**Study material:**
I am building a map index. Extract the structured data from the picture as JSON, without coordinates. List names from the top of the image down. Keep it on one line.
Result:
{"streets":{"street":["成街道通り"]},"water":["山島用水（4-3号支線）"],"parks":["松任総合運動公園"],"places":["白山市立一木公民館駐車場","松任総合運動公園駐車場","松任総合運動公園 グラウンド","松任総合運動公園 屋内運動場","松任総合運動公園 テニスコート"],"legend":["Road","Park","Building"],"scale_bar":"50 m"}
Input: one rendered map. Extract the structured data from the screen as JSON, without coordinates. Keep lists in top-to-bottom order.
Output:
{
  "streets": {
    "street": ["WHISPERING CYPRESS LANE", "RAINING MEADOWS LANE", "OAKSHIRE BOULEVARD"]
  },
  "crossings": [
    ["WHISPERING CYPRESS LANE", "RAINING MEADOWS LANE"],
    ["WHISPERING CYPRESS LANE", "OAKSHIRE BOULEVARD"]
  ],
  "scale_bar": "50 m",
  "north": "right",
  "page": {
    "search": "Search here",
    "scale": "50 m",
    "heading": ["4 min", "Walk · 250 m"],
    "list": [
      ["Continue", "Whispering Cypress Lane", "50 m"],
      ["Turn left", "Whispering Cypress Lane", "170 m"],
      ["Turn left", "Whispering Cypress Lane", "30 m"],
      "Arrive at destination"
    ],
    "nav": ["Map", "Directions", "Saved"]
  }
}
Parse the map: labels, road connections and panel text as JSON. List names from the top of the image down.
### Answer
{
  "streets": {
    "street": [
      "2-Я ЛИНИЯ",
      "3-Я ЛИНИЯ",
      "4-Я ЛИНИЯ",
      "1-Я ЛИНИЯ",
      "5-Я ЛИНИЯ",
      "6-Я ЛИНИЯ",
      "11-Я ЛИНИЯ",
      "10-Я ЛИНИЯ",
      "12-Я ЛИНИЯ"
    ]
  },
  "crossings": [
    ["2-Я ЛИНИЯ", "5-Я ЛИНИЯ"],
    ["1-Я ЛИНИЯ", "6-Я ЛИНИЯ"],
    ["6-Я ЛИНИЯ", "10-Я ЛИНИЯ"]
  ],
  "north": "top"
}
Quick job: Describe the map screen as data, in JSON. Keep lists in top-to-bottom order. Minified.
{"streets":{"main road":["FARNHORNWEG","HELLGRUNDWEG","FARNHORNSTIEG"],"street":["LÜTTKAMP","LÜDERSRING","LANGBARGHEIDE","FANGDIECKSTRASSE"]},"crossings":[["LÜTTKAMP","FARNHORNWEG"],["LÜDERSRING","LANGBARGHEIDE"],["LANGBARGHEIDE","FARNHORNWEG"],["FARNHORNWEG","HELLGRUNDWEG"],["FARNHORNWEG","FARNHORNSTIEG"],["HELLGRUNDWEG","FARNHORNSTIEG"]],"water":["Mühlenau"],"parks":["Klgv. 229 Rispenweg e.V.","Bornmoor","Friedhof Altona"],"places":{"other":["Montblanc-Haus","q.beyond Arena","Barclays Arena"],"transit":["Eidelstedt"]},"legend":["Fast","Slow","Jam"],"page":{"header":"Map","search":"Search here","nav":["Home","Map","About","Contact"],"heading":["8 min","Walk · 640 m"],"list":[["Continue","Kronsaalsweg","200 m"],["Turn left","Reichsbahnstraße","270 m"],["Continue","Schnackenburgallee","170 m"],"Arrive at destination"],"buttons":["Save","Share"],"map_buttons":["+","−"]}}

**What you are asked to do:** Return all lines of the material above in which the word "coordinates" occurs.

**Exercise solution:**
I am building a map index. Extract the structured data from the picture as JSON, without coordinates. List names from the top of the image down. Keep it on one line.
Input: one rendered map. Extract the structured data from the screen as JSON, without coordinates. Keep lists in top-to-bottom order.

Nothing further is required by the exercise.